Le centenaire de la mort de Nietzsche

Qui donc mourut le 25 août 1900, à Weimar, à midi, dans la maison de sa mère, auprès de sa sœur Élisabeth ? Était-ce encore le philosophe Friedrich Nietzsche, qui commençait à être célèbre dans l'Europe entière, l'homme qui affirmait avoir « cassé en deux l'histoire du monde » ? Ou bien était-ce seulement une ombre, un sac de peau, un pauvre corps déglingué que l'esprit avait depuis longtemps déserté ? Cette question n'est pas commode à résoudre. En effet, le moment où le cœur de Nietzsche a effectivement cessé de battre vient longtemps après le jour où sa pensée a cessé de fonctionner. Ce 25 août 1900, il y a déjà onze ans que s'est éteinte l'une des intelligences les plus vives et les plus aiguës de l'humanité.

Entre sagesse et folie

La première « mort » de Nietzsche – son entrée dans la folie, sa disparition spirituelle – s'est produite à Turin, le 3 janvier 1889. Ce jour-là, il quitte sa chambre de la Via Calo Alberto. Dans la rue, on bat un cheval. Nietzsche lui saute au cou, puis s'écroule. David Fino, son logeur, le fait porter sur son lit. Le philosophe y dort presque quarante-huit heures d'affilée. Le 5 janvier, Nietzsche écrit cette longue lettre à Jakob Buckhardt qui marque son « effondrement ».
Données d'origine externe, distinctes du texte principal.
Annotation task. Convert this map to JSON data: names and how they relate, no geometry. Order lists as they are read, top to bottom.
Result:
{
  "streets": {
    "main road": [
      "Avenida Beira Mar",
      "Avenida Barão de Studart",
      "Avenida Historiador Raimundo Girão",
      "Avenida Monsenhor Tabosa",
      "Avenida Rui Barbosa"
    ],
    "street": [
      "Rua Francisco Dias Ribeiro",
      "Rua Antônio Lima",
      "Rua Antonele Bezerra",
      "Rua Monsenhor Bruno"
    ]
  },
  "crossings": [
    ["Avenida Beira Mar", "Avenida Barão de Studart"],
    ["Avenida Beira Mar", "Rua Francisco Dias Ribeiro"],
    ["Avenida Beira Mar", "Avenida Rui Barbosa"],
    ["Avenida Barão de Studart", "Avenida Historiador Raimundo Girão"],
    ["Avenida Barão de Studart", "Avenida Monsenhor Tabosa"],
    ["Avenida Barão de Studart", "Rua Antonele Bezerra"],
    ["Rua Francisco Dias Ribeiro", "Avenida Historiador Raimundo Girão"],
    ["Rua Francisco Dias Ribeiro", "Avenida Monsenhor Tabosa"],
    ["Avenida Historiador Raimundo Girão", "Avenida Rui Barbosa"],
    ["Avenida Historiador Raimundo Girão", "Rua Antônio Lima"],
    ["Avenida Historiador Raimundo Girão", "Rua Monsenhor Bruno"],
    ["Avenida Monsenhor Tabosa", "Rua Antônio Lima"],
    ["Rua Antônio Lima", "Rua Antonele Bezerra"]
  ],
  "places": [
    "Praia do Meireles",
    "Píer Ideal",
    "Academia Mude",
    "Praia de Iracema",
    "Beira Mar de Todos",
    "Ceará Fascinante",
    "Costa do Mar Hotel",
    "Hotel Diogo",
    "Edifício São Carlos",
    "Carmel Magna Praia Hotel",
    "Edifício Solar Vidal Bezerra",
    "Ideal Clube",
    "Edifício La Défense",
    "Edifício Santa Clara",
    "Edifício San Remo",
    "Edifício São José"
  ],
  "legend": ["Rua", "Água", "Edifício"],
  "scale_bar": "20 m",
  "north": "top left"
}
« Maintenant que le Dieu ancien est aboli, dit-il, je suis prêt à gouverner l'univers. » Il affirme être Prado, assassin d'une prostituée que l'on juge à Paris, et aussi Chambige, meurtrier de sa maîtresse qui comparait devant le tribunal de Constantine. Il soutient avoir assisté deux fois à ses propres obsèques, être né aux côtés de Victor-Emmanuel. Il court à la poste voisine adresser à ses amis les plus proches – Peter Gast, Franz Overbeck, Cosima Wagner, entre autres – des billets signés « l'Antéchrist », « Nietzsche-Caesar », ou « Dionysos ». En chemin, il dit aux passants : « Sommes-nous contents ? Je suis Dieu. J'ai fait cette caricature. » Il poursuit son projet de mise en œuvre d'une « grande politique », convoque à Rome les représentants des cours européennes pour mener une guerre à mort aux Hohenzollern, et faire fusiller le jeune Kaiser...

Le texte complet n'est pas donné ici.